• Exercise instructions: Give the lines below again exactly, starting with the line that holds "660V686L786 687 763" and going on through the line that holds "669 1131 671".

• Dataset extract:
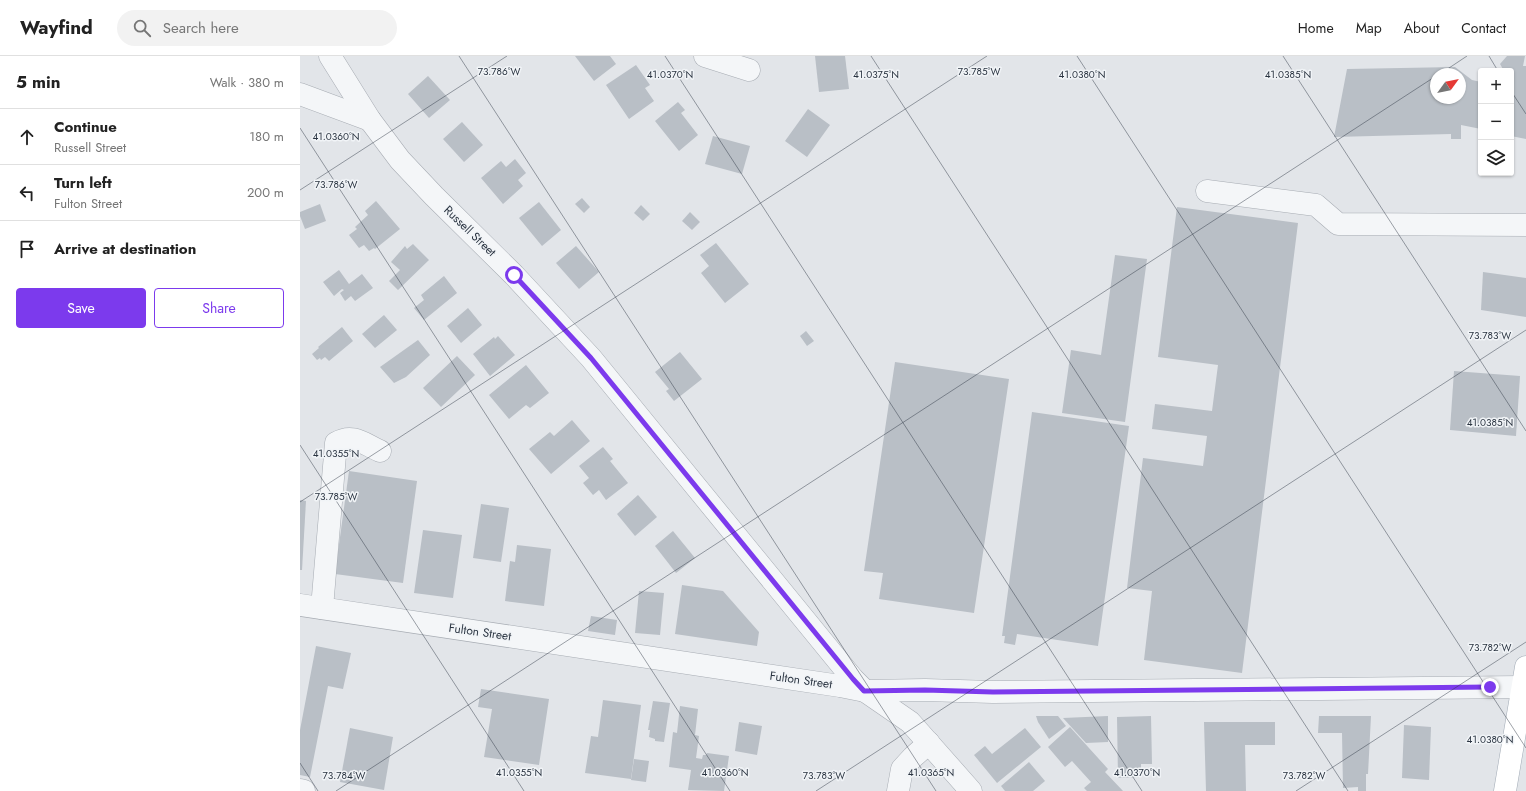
<!DOCTYPE html>
<meta charset="utf-8">
<style>
body{margin:0;font-family:Jost,sans-serif;background:#f2f2f2;color:#222}
.controls{position:absolute;right:12px;top:12px;display:grid;overflow:hidden;border-radius:4px;box-shadow:0 1px 3px #0004}
.controls button{width:36px;height:36px;display:grid;place-items:center;padding:0;border:0;border-bottom:1px solid #e0e0e0;background:#fff;color:#222;font:20px sans-serif}
.compass{position:absolute;left:1130px;top:12px;width:36px;height:36px;border-radius:50%;background:#fff;box-shadow:0 1px 3px #0004;rotate:57deg}
.stop{position:absolute;width:12px;height:12px;margin:-9px;border:3px solid #7c3aed;border-radius:50%;background:#fff}
.stop.end{background:#7c3aed;border-color:#fff;box-shadow:0 1px 4px #0008}
.list{margin:0;padding:0;list-style:none}
h2{display:flex;justify-content:space-between;align-items:center;height:52px;margin:0;padding:0 16px;font-size:17px}
h2 small{font-size:13px;font-weight:400;color:#767676}
.list li{display:grid;grid-template-columns:26px 1fr auto;gap:12px;align-items:center;box-sizing:border-box;height:56px;padding:0 16px;border-top:1px solid #e0e0e0}
.list b{display:block;font-size:15px;white-space:nowrap}
.list p{margin:0;font-size:13px;white-space:nowrap;color:#767676}
.list em{font-size:13px;font-style:normal;color:#767676}
.actions{display:flex;gap:8px;padding:12px 16px}
.actions a{flex:1;padding:9px 0;border:1px solid #7c3aed;border-radius:4px;text-align:center;font-size:14px;color:#7c3aed}
.actions .main{background:#7c3aed;color:#fff}
.icon{flex:none;width:22px;height:22px;fill:none;stroke:currentColor;stroke-width:2;stroke-linecap:round;stroke-linejoin:round}
.map{position:relative;flex:none;width:1226px;height:735px;overflow:hidden}
header{display:flex;align-items:center;gap:24px;box-sizing:border-box;height:56px;padding:0 20px;background:#fff;border-bottom:1px solid #e0e0e0}
header strong{font-size:19px}
nav{display:flex;gap:22px;margin-inline-start:auto;font-size:14px}
.search{width:280px;height:36px;background:#f2f2f2;display:flex;align-items:center;gap:10px;box-sizing:border-box;padding:0 14px;border-radius:22px;color:#767676;font-size:15px}
main{display:flex}
aside{flex:1;background:#fff}
.map>svg:first-child{display:block}
.building{fill:#b9bfc6;fill-rule:evenodd}
.lines{fill:none;stroke-linecap:round;stroke-linejoin:round}
.minor-casing{stroke:#a7acb3;stroke-width:23}
.major-casing{stroke:#a1aab5;stroke-width:23}
.minor{stroke:#f4f6f8;stroke-width:22}
.major{stroke:#fff;stroke-width:22}
.route{stroke:#7c3aed;stroke-width:5}
.ticks{fill:none;stroke:#2a3441;stroke-width:1;stroke-opacity:0.45}
.labels{text-anchor:middle;stroke-width:3;stroke-linejoin:round;paint-order:stroke}
.street-label{font-size:12px;fill:#2a3441;stroke:#f1f4f7}
.ticks-label{font-size:10px;text-anchor:middle;fill:#2a3441;stroke:#f1f4f7;stroke-width:3;stroke-linejoin:round;paint-order:stroke}
</style>
<header>
<strong>Wayfind</strong>
<div class="search"><svg class="icon" aria-label="search" viewBox="0 0 24 24"><circle cx="10" cy="10" r="6"/><path d="M15 15l6 6"/></svg>Search here</div>
<nav><a>Home</a><a>Map</a><a>About</a><a>Contact</a></nav>
</header>
<main>
<aside>
<h2>5 min<small>Walk · 380 m</small></h2>
<ul class="list">
<li><svg class="icon" aria-label="ahead" viewBox="0 0 24 24"><path d="M12 20V5M6 11l6-6 6 6"/></svg><div><b>Continue</b><p>Russell Street</p></div><em>180 m</em></li>
<li><svg class="icon" aria-label="left" viewBox="0 0 24 24"><path d="M17 20v-9H6M10 6l-5 5 5 5"/></svg><div><b>Turn left</b><p>Fulton Street</p></div><em>200 m</em></li>
<li><svg class="icon" aria-label="arrive" viewBox="0 0 24 24"><path d="M6 21V4h12l-3 4 3 4H6"/></svg><div><b>Arrive at destination</b></div></li>
</ul>
<div class="actions"><a class="main">Save</a><a>Share</a></div>
</aside>
<div class="map">
<svg width="1226" height="735" viewBox="0 0 1226 735">
<rect width="100%" height="100%" fill="#e2e5e9"/>
<g class="building">
<path d="M275 0H310L316 8 294 25Z"/>
<path d="M515 0H545L549 33 519 36Z"/>
<path d="M1207 0H1225L1223 10H1226V83L1211 80V15H1204L1200 8Z"/>
<path d="M336 9 350 29 345 32 354 45 329 63 306 29Z"/>
<path d="M1155 11 1172 24 1181 26V73L1161 69V83H1151V78L1034 81 1047 13ZM1136 18H1160V42H1136Z"/>
<path d="M128 20 150 44 129 62 108 38Z"/>
<path d="M378 46 385 54 381 57 398 79 379 95 355 65Z"/>
<path d="M508 53 530 69 507 101 485 85Z"/>
<path d="M162 66 183 89 164 106 143 83Z"/>
<path d="M413 80 450 90 442 118 405 108Z"/>
<path d="M215 103 226 117 218 124 223 130 203 148 181 122 201 105 206 111Z"/>
<path d="M282 142 290 151 284 157 275 148Z"/>
<path d="M76 145 100 173 75 193 74 192 69 195 64 189 59 192 49 179 57 173 55 171 68 159 65 155Z"/>
<path d="M239 146 261 174 242 190 219 162Z"/>
<path d="M20 148 26 165 5 173 0 160V156Z"/>
<path d="M341 149 350 158 343 165 334 157Z"/>
<path d="M877 151 998 167 942 617 844 604 852 535 827 532 843 402 903 410 907 380 852 373 855 348 912 355 918 309 858 301Z"/>
<path d="M390 156 400 166 392 174 382 165Z"/>
<path d="M416 187 449 228 425 247 401 217 409 210 400 199Z"/>
<path d="M113 188 129 204 98 234 89 225 100 214 91 206 105 190 107 193Z"/>
<path d="M276 190 299 216 279 233 256 207Z"/>
<path d="M815 199 847 203 825 366 762 357 771 294 801 299Z"/>
<path d="M39 214 49 228 62 218 73 232 55 245 51 240 45 245 40 237 44 234 42 233 34 240 23 226Z"/>
<path d="M1183 216 1226 222V261L1181 254Z"/>
<path d="M144 220 157 237 124 264 114 252 124 244 121 239Z"/>
<path d="M168 252 182 269 161 287 147 270Z"/>
<path d="M84 259 97 274 75 292 62 278Z"/>
<path d="M42 271 53 285 29 305 25 301 21 304 20 302 17 304 12 298 19 292 18 291Z"/>
<path d="M506 275 514 285 507 290 500 280Z"/>
<path d="M198 280 215 299 190 320 173 298 194 281 195 283Z"/>
<path d="M118 284 130 299 106 321 94 327 80 311Z"/>
<path d="M380 296 402 323 374 345 366 335 369 333 355 316Z"/>
<path d="M157 300 175 319 141 351 123 332Z"/>
<path d="M595 306 709 323 674 557 579 543 583 517 564 515Z"/>
<path d="M226 309 249 337 230 352 226 349 209 363 189 339Z"/>
<path d="M1154 315 1220 320 1216 380 1150 374Z"/>
<path d="M732 356 829 370 798 590 717 578 715 589 704 587 705 580H702Z"/>
<path d="M272 364 290 385 251 418 229 393 250 376 254 380Z"/>
<path d="M303 391 313 403 310 405 328 427 306 444 299 434 293 439 283 427 289 422 279 410Z"/>
<path d="M49 415 117 425 103 527 35 518Z"/>
<path d="M338 439 357 461 335 480 317 458Z"/>
<path d="M0 444 6 445 2 514H0Z"/>
<path d="M181 448 209 452 201 506 173 502Z"/>
<path d="M123 474 162 479 153 542 114 537Z"/>
<path d="M373 475 395 502 376 517 355 490Z"/>
<path d="M217 489 251 493 244 550 205 545 210 505 215 506Z"/>
<path d="M382 529 423 535 459 576 457 590 375 578Z"/>
<path d="M339 535 364 537 360 579 335 577Z"/>
<path d="M291 560 317 564 315 579 288 575Z"/>
<path d="M16 590 51 597 43 633 28 630 10 721 0 719V674Z"/>
<path d="M181 633 249 643 239 709 184 701 192 653 178 651Z"/>
<path d="M303 644 341 649 331 723 285 717 291 680 298 681Z"/>
<path d="M353 645 370 647 364 686 355 685V683L349 681 350 674H348Z"/>
<path d="M380 650 398 653 395 679 399 680 396 702 402 703 403 699H406L407 697 429 700 424 735 388 734 391 714 369 711 373 676 377 677Z"/>
<path d="M736 660H758L766 670 749 683 738 666Z"/>
<path d="M808 660V686L786 687 763 662Z"/>
<path d="M851 660 852 708H841V721L818 722 817 661Z"/>
<path d="M1019 660H1071L1068 718H1066V735H1058V731L1043 732 1042 677H1018Z"/>
<path d="M439 666 462 670 457 699 435 695Z"/>
<path d="M904 666H975V689H945L946 735H906Z"/>
<path d="M1104 669 1131 671 1129 724 1102 722Z"/>
<path d="M770 671 808 713 805 716 823 735H787L784 732 791 726 772 705 765 711 748 691Z"/>
<path d="M50 672 93 681 84 734 40 726Z"/>
<path d="M725 672 741 691 697 727 674 699 685 690 692 698Z"/>
<path d="M334 703 349 705 346 726 331 724Z"/>
<path d="M729 706 745 725 733 735H705L701 730Z"/>
</g>
<g class="lines">
<defs>
<g id="minor">
<path d="M30 0 70 64 100 104 134 140 214 219 291 302 553 623 565 635 610 666 671 735"/>
<path d="M405 0 449 14"/>
<path d="M0 38 70 64"/>
<path d="M907 135 1016 149 1038 168 1226 169"/>
<path d="M0 549 540 630 565 635 625 634 693 636 1222 631"/>
<path d="M22 552 36 387C53 377 64 388 80 395"/>
<path d="M0 734 4 735"/>
<path d="M598 735 602 713 613 701 629 687"/>
</g>
<path id="major" d="M1205 735 1226 611"/>
</defs>
<use href="#minor" class="minor-casing"/>
<use href="#major" class="major-casing"/>
<use href="#minor" class="minor"/>
<use href="#major" class="major"/>
</g>
<g class="lines">
<path class="route" d="M214 219 291 302 553 623 564 635 625 634 693 636 1190 631"/>
</g>
<path class="ticks" d="M159 0 636 735M365 0 842 735M571 0 1048 735M777 0 1226 692M983 0 1226 375M1189 0 1198 15M1140 18 1167 0M1211 35 1226 58M0 72 430 735M0 134 207 0M0 389 224 735M0 446 687 0M0 707 18 735M36 735 1136 20M516 735 1226 274M996 735 1226 586"/>
<g class="labels">
<g class="street-label">
<text transform="translate(170 175) rotate(44)" y="4">Russell Street</text>
<text transform="translate(180 576) rotate(8)" y="4">Fulton Street</text>
<text transform="translate(501 624) rotate(8)" y="4">Fulton Street</text>
</g>
</g>
<g class="ticks-label">
<text x="199" y="19">73.786°W</text>
<text x="679" y="19">73.785°W</text>
<text x="370" y="22">41.0370°N</text>
<text x="782" y="22">41.0380°N</text>
<text x="576" y="22">41.0375°N</text>
<text x="988" y="22">41.0385°N</text>
<text x="36" y="84">41.0360°N</text>
<text x="36" y="132">73.786°W</text>
<text x="1190" y="283">73.783°W</text>
<text x="1190" y="370">41.0385°N</text>
<text x="36" y="401">41.0355°N</text>
<text x="36" y="444">73.785°W</text>
<text x="1190" y="595">73.782°W</text>
<text x="1190" y="687">41.0380°N</text>
<text x="219" y="720">41.0355°N</text>
<text x="425" y="720">41.0360°N</text>
<text x="631" y="720">41.0365°N</text>
<text x="837" y="720">41.0370°N</text>
<text x="44" y="723">73.784°W</text>
<text x="524" y="723">73.783°W</text>
<text x="1004" y="723">73.782°W</text>
</g>
</svg>
<div class="controls">
<button>+</button>
<button>−</button>
<button><svg class="icon" aria-label="layers" viewBox="0 0 24 24"><path d="M12 4l9 5-9 5-9-5zM3 14l9 5 9-5"/></svg></button>
</div>
<svg class="compass" viewBox="-18 -18 36 36"><path d="M0-13l5 13h-10z" fill="#e53935"/><path d="M0 13l5-13h-10z" fill="#767676"/></svg>
<div class="stop" style="left:214px;top:219px"></div>
<div class="stop end" style="left:1190px;top:631px"></div>
</div>
</main>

• Reply:
<path d="M808 660V686L786 687 763 662Z"/>
<path d="M851 660 852 708H841V721L818 722 817 661Z"/>
<path d="M1019 660H1071L1068 718H1066V735H1058V731L1043 732 1042 677H1018Z"/>
<path d="M439 666 462 670 457 699 435 695Z"/>
<path d="M904 666H975V689H945L946 735H906Z"/>
<path d="M1104 669 1131 671 1129 724 1102 722Z"/>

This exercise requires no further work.